植物の精細胞放出を制御する簡便な方法を開発
Digital PR Platform / 2024年3月18日 10時0分
―重複受精における精細胞活性化機構の解明に期待―
横浜市立大学 木原生物学研究所 杉直也特任助教、丸山大輔准教授らを中心とした研究グループは、青色光(ブルーライト)*1を照射するという非常に簡便な操作で効率的に花粉管の破裂を誘導できることを発見しました(図1)。
種子を作る多くの植物の精細胞は自ら泳ぐことができず花粉管の内部を輸送されます。精細胞は卵細胞の近くまで到達した花粉管の先端が破裂することで放出され、放出された精細胞は活性化のステップを経て卵細胞との受精が可能となります。生体内においてこの花粉管破裂は厳密に制御されていますがその全容は明らかになっておらず、人為的な花粉管破裂の制御にも技術的な課題が多くありました。本研究では、青色光を照射するという非常に簡便な操作で花粉管破裂を効率的に誘導する方法論を確立しました。効率的な花粉管破裂誘導法の開発により、花粉管破裂直後に素早く起こる精細胞活性化機構の解析への新たな道が開けました。このことは植物独自の重複受精の仕組みの解明に貢献するものです。さらには、花粉管破裂異常が原因で交雑できない種間の雑種形成を通した有用作物開発などへの展開も期待できます。

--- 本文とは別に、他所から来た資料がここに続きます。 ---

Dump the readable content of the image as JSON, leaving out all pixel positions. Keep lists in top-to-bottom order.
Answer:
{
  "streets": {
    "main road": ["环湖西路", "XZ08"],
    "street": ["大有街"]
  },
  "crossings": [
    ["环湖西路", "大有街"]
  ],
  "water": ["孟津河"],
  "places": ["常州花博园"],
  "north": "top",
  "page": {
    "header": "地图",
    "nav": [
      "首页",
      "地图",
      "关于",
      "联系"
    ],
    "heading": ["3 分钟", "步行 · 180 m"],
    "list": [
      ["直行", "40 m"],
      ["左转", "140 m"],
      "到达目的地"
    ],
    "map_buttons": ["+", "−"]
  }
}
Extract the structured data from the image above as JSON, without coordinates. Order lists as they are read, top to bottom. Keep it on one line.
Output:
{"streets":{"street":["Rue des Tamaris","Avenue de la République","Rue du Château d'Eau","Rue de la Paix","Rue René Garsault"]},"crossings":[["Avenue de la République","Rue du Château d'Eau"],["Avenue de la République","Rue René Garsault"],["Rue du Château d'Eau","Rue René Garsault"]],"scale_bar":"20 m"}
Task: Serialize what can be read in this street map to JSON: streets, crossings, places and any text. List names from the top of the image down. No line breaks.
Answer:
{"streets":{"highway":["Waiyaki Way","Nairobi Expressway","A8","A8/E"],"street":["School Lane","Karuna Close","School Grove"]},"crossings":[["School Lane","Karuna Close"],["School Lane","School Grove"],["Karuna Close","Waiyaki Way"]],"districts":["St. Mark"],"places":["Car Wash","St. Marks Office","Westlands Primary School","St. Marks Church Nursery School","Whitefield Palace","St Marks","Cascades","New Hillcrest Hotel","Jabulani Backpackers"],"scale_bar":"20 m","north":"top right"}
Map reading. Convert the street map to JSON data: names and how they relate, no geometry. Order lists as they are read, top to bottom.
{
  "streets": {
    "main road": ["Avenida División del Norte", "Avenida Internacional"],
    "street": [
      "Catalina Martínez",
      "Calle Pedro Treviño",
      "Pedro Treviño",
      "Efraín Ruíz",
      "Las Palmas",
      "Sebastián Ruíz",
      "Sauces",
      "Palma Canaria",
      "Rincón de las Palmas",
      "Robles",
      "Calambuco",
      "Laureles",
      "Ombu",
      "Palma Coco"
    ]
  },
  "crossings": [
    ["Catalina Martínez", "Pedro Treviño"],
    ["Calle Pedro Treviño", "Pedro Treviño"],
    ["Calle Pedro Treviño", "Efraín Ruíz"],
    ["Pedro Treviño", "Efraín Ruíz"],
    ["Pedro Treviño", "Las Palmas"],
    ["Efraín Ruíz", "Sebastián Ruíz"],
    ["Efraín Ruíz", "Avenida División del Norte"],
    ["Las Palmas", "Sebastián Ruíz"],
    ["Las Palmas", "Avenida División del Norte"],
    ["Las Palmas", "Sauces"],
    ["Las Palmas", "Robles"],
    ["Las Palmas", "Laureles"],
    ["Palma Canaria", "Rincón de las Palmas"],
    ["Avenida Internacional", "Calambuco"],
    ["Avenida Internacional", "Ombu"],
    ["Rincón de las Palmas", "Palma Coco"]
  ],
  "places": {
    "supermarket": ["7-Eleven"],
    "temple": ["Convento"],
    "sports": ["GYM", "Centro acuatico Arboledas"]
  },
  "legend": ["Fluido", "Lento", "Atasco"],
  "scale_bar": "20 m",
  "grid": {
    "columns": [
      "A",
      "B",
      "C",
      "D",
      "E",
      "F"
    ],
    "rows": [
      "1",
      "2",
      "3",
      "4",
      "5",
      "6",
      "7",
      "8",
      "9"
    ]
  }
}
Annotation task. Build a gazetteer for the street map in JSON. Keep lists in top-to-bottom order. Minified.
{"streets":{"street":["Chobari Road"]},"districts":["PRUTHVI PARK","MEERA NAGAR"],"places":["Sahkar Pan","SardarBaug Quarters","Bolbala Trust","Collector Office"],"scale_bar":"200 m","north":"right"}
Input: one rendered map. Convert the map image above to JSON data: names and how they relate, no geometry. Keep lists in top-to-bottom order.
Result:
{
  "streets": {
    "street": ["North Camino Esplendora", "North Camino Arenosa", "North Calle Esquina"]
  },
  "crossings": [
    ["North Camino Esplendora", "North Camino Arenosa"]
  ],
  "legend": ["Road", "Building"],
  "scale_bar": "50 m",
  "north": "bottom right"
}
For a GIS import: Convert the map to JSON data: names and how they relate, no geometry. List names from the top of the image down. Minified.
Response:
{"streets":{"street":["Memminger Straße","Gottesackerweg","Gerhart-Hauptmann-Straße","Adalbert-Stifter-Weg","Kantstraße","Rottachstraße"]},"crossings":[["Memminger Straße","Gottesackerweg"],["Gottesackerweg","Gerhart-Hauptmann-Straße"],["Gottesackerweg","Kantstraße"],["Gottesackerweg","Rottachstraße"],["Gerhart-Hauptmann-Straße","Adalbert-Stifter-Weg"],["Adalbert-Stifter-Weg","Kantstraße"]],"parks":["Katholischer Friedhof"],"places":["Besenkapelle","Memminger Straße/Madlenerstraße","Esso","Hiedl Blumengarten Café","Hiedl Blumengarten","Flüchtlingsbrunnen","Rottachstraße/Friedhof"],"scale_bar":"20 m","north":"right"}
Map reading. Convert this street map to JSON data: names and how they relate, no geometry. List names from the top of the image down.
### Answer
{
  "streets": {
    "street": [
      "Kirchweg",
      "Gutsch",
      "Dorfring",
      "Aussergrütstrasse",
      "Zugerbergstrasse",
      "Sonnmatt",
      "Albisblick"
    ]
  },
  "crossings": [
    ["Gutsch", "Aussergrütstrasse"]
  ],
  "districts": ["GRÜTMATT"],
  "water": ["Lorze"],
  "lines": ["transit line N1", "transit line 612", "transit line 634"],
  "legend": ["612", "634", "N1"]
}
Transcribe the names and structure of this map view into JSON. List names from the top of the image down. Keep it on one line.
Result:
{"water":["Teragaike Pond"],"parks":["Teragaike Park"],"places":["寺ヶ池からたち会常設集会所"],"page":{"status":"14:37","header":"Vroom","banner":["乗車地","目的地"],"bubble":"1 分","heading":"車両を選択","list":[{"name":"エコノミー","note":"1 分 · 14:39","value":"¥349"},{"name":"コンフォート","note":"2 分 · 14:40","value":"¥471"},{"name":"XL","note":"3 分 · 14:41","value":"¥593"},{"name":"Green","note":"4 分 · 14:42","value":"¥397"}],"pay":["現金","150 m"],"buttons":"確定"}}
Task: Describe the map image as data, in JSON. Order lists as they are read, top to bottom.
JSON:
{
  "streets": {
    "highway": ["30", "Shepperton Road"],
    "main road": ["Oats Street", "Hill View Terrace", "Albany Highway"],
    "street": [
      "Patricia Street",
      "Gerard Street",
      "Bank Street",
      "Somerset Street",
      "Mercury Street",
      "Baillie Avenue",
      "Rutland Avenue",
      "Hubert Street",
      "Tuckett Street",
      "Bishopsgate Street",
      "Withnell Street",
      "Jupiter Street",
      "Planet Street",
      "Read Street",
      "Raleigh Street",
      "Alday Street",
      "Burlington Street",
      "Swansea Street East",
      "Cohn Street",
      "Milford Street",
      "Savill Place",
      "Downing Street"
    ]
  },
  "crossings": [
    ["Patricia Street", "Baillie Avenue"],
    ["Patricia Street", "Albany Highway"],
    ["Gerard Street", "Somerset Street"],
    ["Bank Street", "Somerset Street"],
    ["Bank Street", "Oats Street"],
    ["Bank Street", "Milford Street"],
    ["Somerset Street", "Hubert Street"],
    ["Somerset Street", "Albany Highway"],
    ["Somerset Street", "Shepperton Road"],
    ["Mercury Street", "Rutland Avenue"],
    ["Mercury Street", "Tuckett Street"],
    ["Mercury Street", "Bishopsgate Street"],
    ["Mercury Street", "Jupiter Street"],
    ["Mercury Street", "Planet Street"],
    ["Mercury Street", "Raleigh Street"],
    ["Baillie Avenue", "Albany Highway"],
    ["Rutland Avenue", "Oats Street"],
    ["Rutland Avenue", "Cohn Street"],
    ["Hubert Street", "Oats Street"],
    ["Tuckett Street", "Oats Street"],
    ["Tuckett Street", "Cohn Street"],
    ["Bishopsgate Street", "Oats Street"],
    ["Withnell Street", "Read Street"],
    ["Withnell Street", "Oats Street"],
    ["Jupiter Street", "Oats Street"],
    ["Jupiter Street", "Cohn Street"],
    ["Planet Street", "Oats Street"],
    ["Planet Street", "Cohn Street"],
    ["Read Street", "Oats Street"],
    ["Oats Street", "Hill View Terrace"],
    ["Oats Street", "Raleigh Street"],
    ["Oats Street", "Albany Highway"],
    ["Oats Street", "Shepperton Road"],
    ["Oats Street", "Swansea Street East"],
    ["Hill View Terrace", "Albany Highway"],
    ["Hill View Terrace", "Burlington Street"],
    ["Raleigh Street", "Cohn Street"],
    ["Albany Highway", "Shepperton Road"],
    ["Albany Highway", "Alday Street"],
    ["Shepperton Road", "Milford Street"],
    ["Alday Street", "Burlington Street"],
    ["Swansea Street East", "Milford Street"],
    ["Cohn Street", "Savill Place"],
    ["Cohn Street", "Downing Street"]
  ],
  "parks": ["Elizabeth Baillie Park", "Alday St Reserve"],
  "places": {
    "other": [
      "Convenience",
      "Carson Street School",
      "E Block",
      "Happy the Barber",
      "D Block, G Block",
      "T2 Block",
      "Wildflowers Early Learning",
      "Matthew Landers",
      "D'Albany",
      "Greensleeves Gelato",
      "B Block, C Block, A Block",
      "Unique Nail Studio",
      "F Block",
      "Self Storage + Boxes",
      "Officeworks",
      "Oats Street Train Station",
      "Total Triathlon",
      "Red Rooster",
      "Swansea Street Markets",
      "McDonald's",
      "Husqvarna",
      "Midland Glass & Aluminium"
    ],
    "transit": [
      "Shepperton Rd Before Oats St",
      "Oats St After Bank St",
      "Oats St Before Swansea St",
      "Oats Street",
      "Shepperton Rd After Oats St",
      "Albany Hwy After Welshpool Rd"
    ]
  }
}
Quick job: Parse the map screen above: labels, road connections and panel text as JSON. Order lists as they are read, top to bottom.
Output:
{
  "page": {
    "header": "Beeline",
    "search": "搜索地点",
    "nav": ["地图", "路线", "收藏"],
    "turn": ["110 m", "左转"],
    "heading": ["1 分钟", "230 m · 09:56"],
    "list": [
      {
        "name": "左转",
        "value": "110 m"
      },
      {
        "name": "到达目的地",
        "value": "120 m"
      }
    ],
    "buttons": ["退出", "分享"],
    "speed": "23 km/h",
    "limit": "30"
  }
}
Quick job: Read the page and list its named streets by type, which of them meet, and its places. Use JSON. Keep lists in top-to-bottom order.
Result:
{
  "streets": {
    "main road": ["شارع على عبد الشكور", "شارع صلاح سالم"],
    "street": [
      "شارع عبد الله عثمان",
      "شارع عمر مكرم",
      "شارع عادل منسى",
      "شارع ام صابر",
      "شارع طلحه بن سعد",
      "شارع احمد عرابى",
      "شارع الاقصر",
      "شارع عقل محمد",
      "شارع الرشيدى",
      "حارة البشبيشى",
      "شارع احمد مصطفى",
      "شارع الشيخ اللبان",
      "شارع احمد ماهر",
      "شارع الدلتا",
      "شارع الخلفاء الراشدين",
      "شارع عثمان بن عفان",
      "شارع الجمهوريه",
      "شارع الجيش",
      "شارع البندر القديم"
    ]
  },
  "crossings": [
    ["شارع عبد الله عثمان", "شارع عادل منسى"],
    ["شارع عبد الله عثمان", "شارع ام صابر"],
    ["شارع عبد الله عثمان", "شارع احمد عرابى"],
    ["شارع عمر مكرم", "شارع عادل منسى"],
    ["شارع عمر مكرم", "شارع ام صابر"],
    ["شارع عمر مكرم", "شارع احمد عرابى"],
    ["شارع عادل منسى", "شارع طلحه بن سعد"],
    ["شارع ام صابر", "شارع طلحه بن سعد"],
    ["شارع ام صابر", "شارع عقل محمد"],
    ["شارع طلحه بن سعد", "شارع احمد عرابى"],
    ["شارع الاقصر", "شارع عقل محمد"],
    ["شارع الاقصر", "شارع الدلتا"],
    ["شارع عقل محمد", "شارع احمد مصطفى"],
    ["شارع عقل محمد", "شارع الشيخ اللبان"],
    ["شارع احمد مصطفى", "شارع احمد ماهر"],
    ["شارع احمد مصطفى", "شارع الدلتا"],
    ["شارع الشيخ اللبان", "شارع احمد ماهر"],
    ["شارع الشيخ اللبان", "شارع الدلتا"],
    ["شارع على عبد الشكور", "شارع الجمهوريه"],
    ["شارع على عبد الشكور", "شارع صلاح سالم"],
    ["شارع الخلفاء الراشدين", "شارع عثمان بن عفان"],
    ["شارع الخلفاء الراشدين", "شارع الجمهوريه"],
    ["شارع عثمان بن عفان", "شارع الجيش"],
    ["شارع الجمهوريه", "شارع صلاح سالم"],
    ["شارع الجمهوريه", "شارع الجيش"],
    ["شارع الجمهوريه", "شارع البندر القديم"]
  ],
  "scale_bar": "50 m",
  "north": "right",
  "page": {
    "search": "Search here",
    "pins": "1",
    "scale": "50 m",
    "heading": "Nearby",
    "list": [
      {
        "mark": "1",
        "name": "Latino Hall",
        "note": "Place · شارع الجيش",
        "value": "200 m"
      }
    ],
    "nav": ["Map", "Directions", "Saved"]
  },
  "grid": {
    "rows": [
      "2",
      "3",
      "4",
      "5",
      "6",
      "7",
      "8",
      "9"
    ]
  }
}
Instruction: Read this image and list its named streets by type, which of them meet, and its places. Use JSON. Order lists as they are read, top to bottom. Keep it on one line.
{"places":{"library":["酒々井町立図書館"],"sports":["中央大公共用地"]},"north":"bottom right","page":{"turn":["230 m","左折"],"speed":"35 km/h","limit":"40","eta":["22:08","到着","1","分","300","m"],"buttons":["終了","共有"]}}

本研究成果は、植物専門誌「Plant and Cell Physiology」に掲載されました。(2024年3月12日)
研究成果のポイント
・青色光を用いることで人為的に花粉管破裂を効率良く誘導する方法論を確立
・シロイヌナズナに限らず、複数の植物種の花粉管で破裂を誘導できる
・重複受精における精細胞活性化機構の理解に貢献する技術
[画像1]https://digitalpr.jp/simg/1706/84896/700_170_2024031415031065f2931e23f4f.jpg
図1 青色光照射による花粉管破裂誘導
野生型シロイヌナズナの花粉管に対して青色光照射を開始してからの継時変化。矢尻は破裂した花粉管を示す。
1分以内に約半数という高い効率で花粉管破裂を誘導できた。
研究背景
穀類など被子植物の種子の形成には2つの精細胞が卵細胞と中央細胞とそれぞれ受精する重複受精が不可欠です。この精細胞の通り道である花粉管は素早い先端生長を示す特殊な細胞であり、めしべ内の細胞がひしめく環境でも細胞間を掻き分けるように力強く素早く伸長する頑健性がある一方で、卵細胞の近くに到着すると破裂して精細胞を放出する鋭敏性を兼ね備えています。杉特任助教らの研究グループは、モデル植物であるシロイヌナズナの花粉管を材料として研究を行う過程で、青色光を照射する条件下では花粉管が効率良く破裂することに気付きました。そこで本研究では、花粉管破裂を制御するメカニズムの解明および人為的な花粉管破裂制御技術の開発に貢献する知見が得られると考え、より詳細な解析を進めることにしました。